Conner saw all this on Lex, as he felt it upon himself as well. Lex had struggled against his father for so long... it was almost a miracle in itself that Lex was still fighting and still caring. Conner had lost so many of his siblings, and all to a mad-man's plot that had come to nothing, so they'd just been thrown away. They still fought, and they still cared, because there were others out there too that they wanted to protect from Lionel.

Kon sighed. "Why didn't he send more of us out? Why cull so many of us, when he could have used us in other ways? The ones who weren't good... they could have been useful to him."

"Um," Lex tapped a thoughtful finger upon the table. "Useful, perhaps. But also... rivals. Lionel Luthor does not like competition. He likes things to be interesting, and a bit of a challenge, but any real possibility of failure and he cheats to avoid it.
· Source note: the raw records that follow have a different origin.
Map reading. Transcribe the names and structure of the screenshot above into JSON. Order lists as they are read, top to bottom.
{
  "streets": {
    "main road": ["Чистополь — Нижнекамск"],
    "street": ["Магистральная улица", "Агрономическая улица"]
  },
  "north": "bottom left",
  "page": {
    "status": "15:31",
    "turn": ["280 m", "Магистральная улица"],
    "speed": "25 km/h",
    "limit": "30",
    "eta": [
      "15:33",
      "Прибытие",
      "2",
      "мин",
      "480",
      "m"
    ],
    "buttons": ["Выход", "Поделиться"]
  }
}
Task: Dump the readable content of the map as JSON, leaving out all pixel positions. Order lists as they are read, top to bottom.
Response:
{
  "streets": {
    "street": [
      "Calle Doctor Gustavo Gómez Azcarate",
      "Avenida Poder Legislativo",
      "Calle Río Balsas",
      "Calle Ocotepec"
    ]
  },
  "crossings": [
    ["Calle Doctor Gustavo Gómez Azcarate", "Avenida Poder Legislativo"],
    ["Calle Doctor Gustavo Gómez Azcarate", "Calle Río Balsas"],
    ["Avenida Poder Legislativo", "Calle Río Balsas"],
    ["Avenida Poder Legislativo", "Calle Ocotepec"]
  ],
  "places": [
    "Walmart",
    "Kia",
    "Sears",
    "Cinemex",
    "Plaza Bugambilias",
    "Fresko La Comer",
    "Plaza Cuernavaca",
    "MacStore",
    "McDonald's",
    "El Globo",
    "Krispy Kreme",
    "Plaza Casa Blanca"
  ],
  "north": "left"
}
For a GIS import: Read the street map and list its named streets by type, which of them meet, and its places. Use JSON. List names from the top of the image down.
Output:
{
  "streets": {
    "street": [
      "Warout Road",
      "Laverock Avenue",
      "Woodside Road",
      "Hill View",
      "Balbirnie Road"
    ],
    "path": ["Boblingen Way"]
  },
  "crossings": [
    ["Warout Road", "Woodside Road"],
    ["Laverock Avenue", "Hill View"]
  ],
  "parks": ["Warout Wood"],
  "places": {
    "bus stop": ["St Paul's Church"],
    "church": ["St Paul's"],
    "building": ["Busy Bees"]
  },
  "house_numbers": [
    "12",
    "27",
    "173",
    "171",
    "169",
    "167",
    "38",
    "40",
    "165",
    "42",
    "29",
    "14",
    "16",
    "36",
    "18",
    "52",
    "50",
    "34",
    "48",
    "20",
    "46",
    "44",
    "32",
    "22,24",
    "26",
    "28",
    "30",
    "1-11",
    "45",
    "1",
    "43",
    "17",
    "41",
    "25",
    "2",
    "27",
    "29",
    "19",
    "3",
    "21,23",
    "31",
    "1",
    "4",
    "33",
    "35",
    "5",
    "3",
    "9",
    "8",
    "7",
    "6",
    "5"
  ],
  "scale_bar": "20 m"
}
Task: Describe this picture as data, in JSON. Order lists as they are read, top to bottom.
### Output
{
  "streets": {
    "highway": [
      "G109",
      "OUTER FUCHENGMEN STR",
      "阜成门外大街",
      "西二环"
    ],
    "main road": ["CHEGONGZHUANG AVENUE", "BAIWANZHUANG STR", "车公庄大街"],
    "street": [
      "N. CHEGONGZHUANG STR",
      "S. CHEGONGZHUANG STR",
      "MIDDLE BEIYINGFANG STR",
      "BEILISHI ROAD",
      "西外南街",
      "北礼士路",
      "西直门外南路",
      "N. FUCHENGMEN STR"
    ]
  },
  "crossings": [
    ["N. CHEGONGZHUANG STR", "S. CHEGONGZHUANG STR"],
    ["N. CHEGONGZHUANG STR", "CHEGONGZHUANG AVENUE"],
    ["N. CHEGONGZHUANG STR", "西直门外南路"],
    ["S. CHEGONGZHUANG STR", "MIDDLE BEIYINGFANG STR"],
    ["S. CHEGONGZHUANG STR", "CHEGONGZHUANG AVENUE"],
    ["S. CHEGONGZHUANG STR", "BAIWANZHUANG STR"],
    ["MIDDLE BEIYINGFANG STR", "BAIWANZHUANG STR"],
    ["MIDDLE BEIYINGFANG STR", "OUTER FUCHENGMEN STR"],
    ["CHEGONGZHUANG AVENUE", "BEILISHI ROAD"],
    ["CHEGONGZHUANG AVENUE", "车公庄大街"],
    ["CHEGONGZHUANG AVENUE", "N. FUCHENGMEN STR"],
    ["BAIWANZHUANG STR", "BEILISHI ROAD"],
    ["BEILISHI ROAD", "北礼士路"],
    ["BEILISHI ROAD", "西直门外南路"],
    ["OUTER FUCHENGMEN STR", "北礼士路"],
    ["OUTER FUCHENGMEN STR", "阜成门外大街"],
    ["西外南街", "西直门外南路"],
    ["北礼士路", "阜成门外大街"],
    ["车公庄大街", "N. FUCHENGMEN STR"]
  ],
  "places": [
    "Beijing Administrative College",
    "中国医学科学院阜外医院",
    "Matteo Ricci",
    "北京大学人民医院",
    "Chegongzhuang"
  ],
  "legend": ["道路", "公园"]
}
He never played computer games, but if he did, he would be the type to play on easy, and if that was too easy, he'd play higher but with frequent saves and restarts if things weren't going his way, and a firm knowledge of all the cheat codes. A hundred grandchildren with the abilities of a Kryptonian... too much of a threat to him directly. He, after all, killed his own parents. Who was to say that one could not do the same to him? For him, that would overshadow the possibility of using them." 

Picking up his glass that had only a finger-full left, Lex tossed it down. "Knowing Dad, he probably didn't even think about that until he let you go. Only when he saw he'd lost you, did he think about what he'd do with the others." More darkly, "Or what others would do with them."

There had certainly been no indications before KN-5 had left the lab that he would come back to it a few hours later to find a ruined building and skeletal remains. The scientists who had also died obviously had had no clue. Though the Justice League had said it had been blown up shortly after he left to fight Superman, before the fight was finished. So unless Lionel had all that prepared all the time... actually, he probably had. Built right into the structure so he could blow it up whenever he wanted, no plans necessary.

"Grandfather sucks."

Lex winced. "Please don't call him that."

"Only if you stop calling him Dad." There was something seriously disturbing about DT's constant use of the familiar term. Kon hadn't really noticed originally, but Dad hated him using it. And that was the problem with the pronouns. Clark hated it when Lex referred to Lionel as Dad. While Kon originally hadn't thought anything of it, thinking about how much he himself loved to call his parents Dad and Dad Two out of affection... Lex still calling Lionel with that affectionate term just wasn't right. Con wondered darkly what his sister-aunt called Lionel. He would throw up if he found out she too called him Dad.

Lex hesitated. Which was interesting, because he hadn't hesitated for Clark – he'd defended it instead. Conner's asking was already getting better results. 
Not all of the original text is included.